TASK DIRECTIONS
Read the lines below. Copy out any that hold the string "canvas".
SUPPLIED RECORDS START
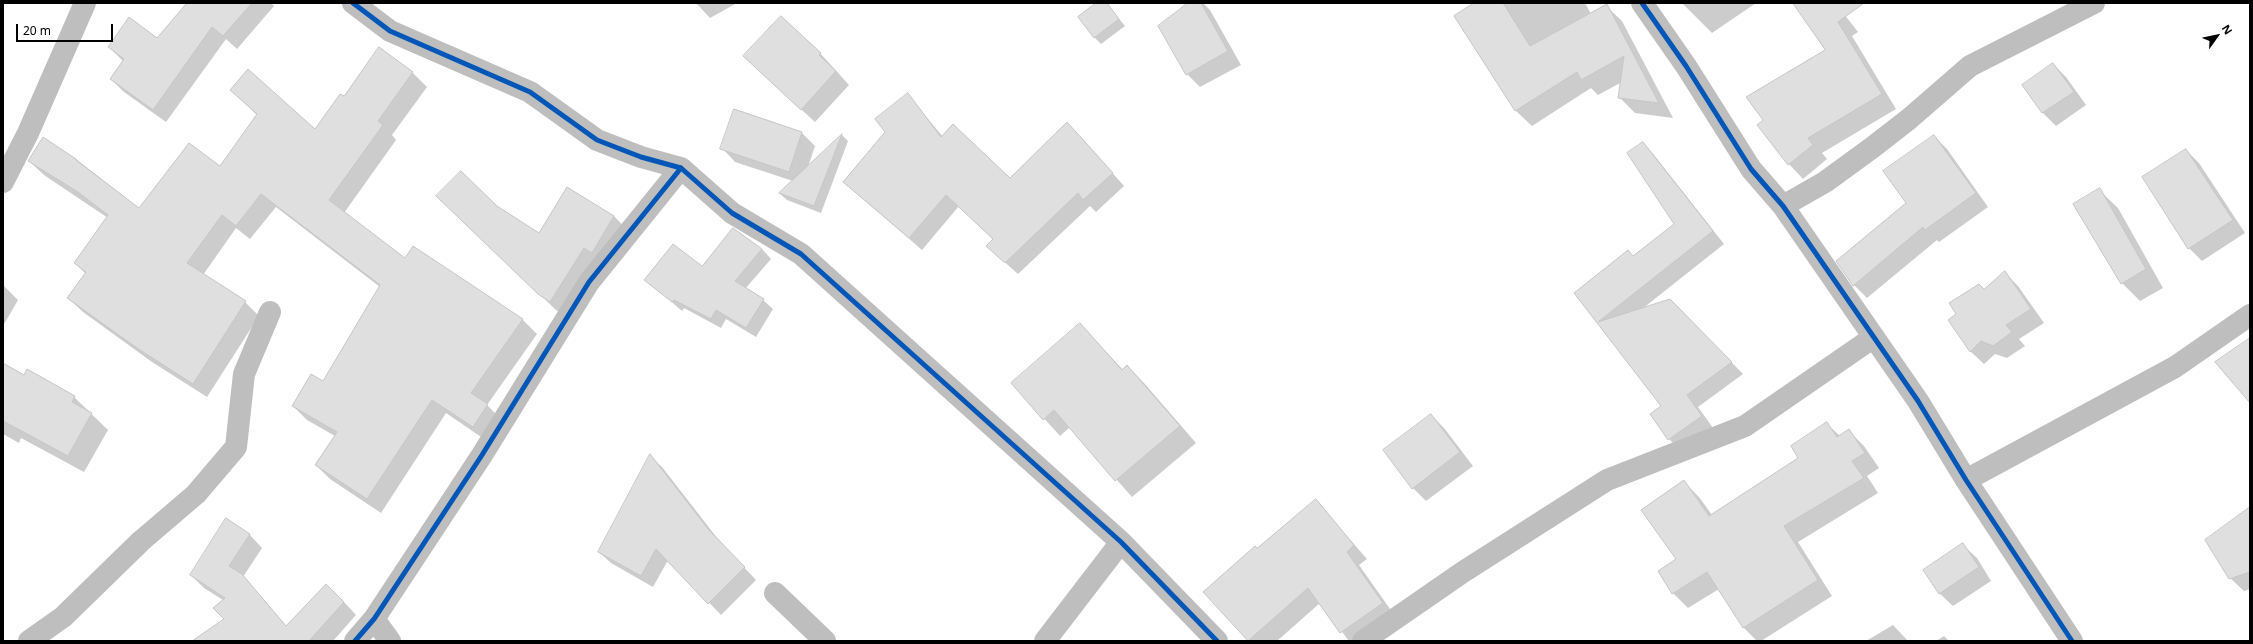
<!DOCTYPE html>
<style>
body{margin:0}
#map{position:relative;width:2253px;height:644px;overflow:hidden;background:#fff;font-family:"Noto Sans",sans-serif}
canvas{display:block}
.frame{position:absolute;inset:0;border:4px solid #000;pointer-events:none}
.north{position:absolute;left:2197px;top:16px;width:40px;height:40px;-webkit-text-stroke:3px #fff;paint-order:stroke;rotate:57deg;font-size:11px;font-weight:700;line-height:16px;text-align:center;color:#000}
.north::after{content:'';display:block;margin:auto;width:14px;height:18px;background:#000;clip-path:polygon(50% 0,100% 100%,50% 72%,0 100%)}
.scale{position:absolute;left:16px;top:24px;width:97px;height:18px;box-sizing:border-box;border:2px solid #000;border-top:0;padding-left:5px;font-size:12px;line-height:14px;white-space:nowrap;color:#000;-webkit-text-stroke:3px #fff;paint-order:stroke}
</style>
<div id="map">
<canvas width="2253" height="644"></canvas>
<div class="frame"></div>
<div class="north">N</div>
<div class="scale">20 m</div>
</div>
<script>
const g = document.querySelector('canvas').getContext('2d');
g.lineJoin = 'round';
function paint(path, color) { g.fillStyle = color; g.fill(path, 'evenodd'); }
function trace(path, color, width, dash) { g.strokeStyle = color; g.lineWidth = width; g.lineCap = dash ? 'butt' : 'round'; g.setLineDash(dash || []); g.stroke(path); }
const shadow = new Path2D(`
 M 189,3 L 271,3 L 274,6 L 237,49 L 226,39 L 166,122 L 124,92 L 111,79 L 123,61 L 109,47 L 157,39 Z
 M 696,3 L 737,3 L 710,18 Z
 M 1098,3 L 1111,3 L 1108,5 L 1125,26 L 1101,44 L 1094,37 Z
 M 1189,3 L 1203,3 L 1210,10 L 1241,65 L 1200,87 L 1187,74 Z
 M 1476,3 L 1585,3 L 1591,14 L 1606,6 L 1622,21 L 1673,118 L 1635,113 L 1619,97 L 1622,82 L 1598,95 L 1591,88 L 1532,126 L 1516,111 L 1455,17 Z
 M 1682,3 L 1756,3 L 1712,33 Z
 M 1794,3 L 1851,3 L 1840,9 L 1858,32 L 1852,36 L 1896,109 L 1822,153 L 1827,159 L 1803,179 L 1789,164 L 1827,50 Z
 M 379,48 L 413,73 L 427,87 L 392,135 L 396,140 L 344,213 L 405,260 L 413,247 L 523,320 L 537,334 L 487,405 L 501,419 L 487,441 L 446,413 L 381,513 L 330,479 L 316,465 L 335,436 L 307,420 L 293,406 L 323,383 L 380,287 L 276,207 L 250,239 L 236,228 L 203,275 L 245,302 L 259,316 L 207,397 L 152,362 L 83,312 L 68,298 L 86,274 L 75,263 L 108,218 L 44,175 L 29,161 L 76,159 L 140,209 L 220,167 L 257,115 L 231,90 L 315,130 L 344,98 Z
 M 820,53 L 849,85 L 815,122 L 757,69 Z
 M 2053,64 L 2066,77 L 2086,105 L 2056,126 L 2043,113 L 2024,85 Z
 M 908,95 L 943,137 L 1010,179 L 1080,136 L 1124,186 L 1096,212 L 1090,206 L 1018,274 L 1000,258 L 994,239 L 959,206 L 922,250 L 844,182 L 886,132 Z
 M 802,133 L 815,146 L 808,167 L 842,135 L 848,141 L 821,213 L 787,200 L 780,194 L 793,181 L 735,162 L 722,148 Z
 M 1934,136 L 1947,149 L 1988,207 L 1939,242 L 1937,240 L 1867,298 L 1854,285 L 1837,261 L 1907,203 Z
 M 1643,143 L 1654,155 L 1724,244 L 1642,309 L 1670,300 L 1743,374 L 1698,407 L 1713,428 L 1681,451 L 1669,439 L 1663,406 L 1576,294 L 1633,258 L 1675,224 Z
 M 2186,150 L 2199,163 L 2245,233 L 2202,261 L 2189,248 Z
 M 2099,190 L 2118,208 L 2163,288 L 2140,301 L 2122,283 Z
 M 497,207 L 539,235 L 614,216 L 630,233 L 566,317 L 556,310 L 454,212 Z
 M 762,249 L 771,259 L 745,289 L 763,300 L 773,309 L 756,337 L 726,319 L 721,328 L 684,308 L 682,311 L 646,280 L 702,267 Z
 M 2005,273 L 2018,286 L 2044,323 L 2019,339 L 2025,346 L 2007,358 L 1995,354 L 1984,364 L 1970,351 L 1984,290 Z
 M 3,285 L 18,300 L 3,326 Z
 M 1080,324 L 1123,370 L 1127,366 L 1144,383 L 1196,443 L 1132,497 L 1070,427 L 1060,436 L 1012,383 Z
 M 3,364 L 24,377 L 74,397 L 108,430 L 84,472 L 21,438 L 19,443 L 3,434 Z
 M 1431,415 L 1444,428 L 1473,466 L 1426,501 L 1413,488 Z
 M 1827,424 L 1840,436 L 1849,431 L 1864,446 L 1879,468 L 1867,476 L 1878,493 L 1798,542 L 1832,596 L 1761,641 L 1757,641 L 1744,628 L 1719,589 L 1688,608 L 1673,593 L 1659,571 L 1677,560 L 1684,482 L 1699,497 L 1712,515 L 1799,458 Z
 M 650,456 L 662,467 L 721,543 L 756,580 L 721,615 L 668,560 L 653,587 L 611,563 L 599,552 Z
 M 1316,501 L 1367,559 L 1359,565 L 1395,616 L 1361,641 L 1349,641 L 1320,603 L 1277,641 L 1249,641 L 1205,592 Z
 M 2250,508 L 2250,589 L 2244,591 L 2230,578 Z
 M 226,520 L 250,535 L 262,548 L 243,577 L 287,627 L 344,602 L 356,615 L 333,641 L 194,641 L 225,620 L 223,600 L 204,588 L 191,575 Z
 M 1963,545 L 1977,558 L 1991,581 L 1953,606 L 1939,593 Z
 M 1893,625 L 1908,641 L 1866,641 Z
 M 1944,636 L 1949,641 L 1936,641 Z`);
const building = new Path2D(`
 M 184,3 L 252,3 L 223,36 L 212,27 L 153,110 L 110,79 L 124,59 L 108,47 L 129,17 L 157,38 L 186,4 Z
 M 1096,3 L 1107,3 L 1119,19 L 1094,38 L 1078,17 Z
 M 1188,3 L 1201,3 L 1228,51 L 1186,75 L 1158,26 Z
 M 1474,3 L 1503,3 L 1530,46 L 1607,4 L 1659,103 L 1618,98 L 1624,56 L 1581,80 L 1577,72 L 1515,111 L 1454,16 Z
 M 1793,3 L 1864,3 L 1838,22 L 1882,94 L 1808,138 L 1813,145 L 1788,165 L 1757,125 L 1763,120 L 1746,97 L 1825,50 Z
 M 781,16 L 821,53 L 819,55 L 836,71 L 801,110 L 743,56 Z
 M 379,47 L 413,72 L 378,121 L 383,125 L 329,200 L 405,258 L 413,246 L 523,319 L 471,393 L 488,404 L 473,427 L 432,400 L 367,499 L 315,465 L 337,432 L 292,406 L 311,374 L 323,381 L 380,285 L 261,194 L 236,226 L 222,215 L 187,263 L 246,301 L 193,384 L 137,348 L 67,298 L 86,272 L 74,263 L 108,215 L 78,192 L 28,161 L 43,137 L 76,159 L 76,160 L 139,208 L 189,143 L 220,166 L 257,114 L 230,90 L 248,69 L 315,129 L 340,94 L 344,96 Z
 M 2053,63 L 2074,92 L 2042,113 L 2022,85 Z
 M 908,93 L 941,137 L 953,124 L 1010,178 L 1067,122 L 1113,173 L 1083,200 L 1078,193 L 1005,263 L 986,246 L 993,239 L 946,195 L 909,238 L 843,182 L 885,132 L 875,119 Z
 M 734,109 L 802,132 L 789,172 L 720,149 Z
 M 842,134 L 814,206 L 779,193 Z
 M 1934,135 L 1976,193 L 1925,230 L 1923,227 L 1853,286 L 1836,261 L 1906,203 L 1883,171 Z
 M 1643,142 L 1713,231 L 1598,322 L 1670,299 L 1732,362 L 1687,395 L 1702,416 L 1668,440 L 1650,414 L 1661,406 L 1574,293 L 1628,250 L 1633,256 L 1674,224 L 1627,153 Z
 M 2186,149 L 2233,220 L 2188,249 L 2142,177 Z
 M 461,171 L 497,206 L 539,233 L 567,187 L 614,216 L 592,253 L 584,248 L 550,302 L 538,294 L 436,196 Z
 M 2100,188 L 2146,269 L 2121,284 L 2073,204 Z
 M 733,228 L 762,249 L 735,281 L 764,299 L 746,328 L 716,310 L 711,319 L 674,300 L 672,302 L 644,280 L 673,244 L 702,266 Z
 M 2005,271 L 2031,309 L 2006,325 L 2012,332 L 1993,346 L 1981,341 L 1970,352 L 1948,320 L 1956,314 L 1949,303 L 1979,284 L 1984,289 Z
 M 1080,323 L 1122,370 L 1127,365 L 1180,426 L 1115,481 L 1054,410 L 1043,420 L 1011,383 Z
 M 2250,338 L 2250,403 L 2215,362 Z
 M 3,363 L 24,375 L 27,369 L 75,396 L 72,402 L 92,413 L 68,456 L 3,421 Z
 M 1431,414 L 1460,452 L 1412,489 L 1383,450 Z
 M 1827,422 L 1837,437 L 1849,429 L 1865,453 L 1852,461 L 1864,478 L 1784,526 L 1818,580 L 1743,628 L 1707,572 L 1672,594 L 1658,571 L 1676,559 L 1641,510 L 1684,480 L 1709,516 L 1798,458 L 1791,446 Z
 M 650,454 L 709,530 L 745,567 L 708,604 L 656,549 L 641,576 L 598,552 Z
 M 1316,499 L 1354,545 L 1347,552 L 1383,603 L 1340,633 L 1308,588 L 1248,641 L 1203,592 L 1255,546 L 1257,548 Z
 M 2250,507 L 2250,572 L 2229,579 L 2205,540 Z
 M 226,518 L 250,534 L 229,566 L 242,574 L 286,626 L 326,584 L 344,602 L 309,641 L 192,641 L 224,619 L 213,608 L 225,598 L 190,575 Z
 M 1963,543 L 1979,567 L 1939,594 L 1923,570 Z`);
const street = new Path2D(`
 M 353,3 L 390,31 L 530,92 L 597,140 L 641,157 L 681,168 L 589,282 L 482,455 L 374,619 L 355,641
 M 1642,3 L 1686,66 L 1751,169 L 1783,206 L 1918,401 L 1966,480 L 2072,641
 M 681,168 L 732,213 L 801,254 L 1121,542 L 1217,641
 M 3,182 L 28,133 L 85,3
 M 1783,206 L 1825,182 L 1873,147 L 1909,119 L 1970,66 L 2094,3
 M 1966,480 L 2175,367 L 2250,315
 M 775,593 L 825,641
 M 374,619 L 390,641
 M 29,641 L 63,617 L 141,541 L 196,494 L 236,447 L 244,374 L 270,312
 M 1045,641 L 1121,542
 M 1363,641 L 1463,572 L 1607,480 L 1745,426 L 1874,337`);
const cycleway = new Path2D(`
 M 353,3 L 390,31 L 530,92 L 597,140 L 641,157 L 681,168 L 589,282 L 482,455 L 374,619 L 355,641
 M 1642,3 L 1686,66 L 1751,169 L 1783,206 L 1918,401 L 1966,480 L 2072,641
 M 681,168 L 732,213 L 801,254 L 1121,542 L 1217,641`);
paint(shadow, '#0003');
paint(building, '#dfdfdf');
trace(building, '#c6c6c6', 1);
trace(street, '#bebebe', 22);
trace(cycleway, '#0057b8', 5);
</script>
SUPPLIED RECORDS END
SOLUTION TO THIS EXERCISE
canvas{display:block}
<canvas width="2253" height="644"></canvas>
const g = document.querySelector('canvas').getContext('2d');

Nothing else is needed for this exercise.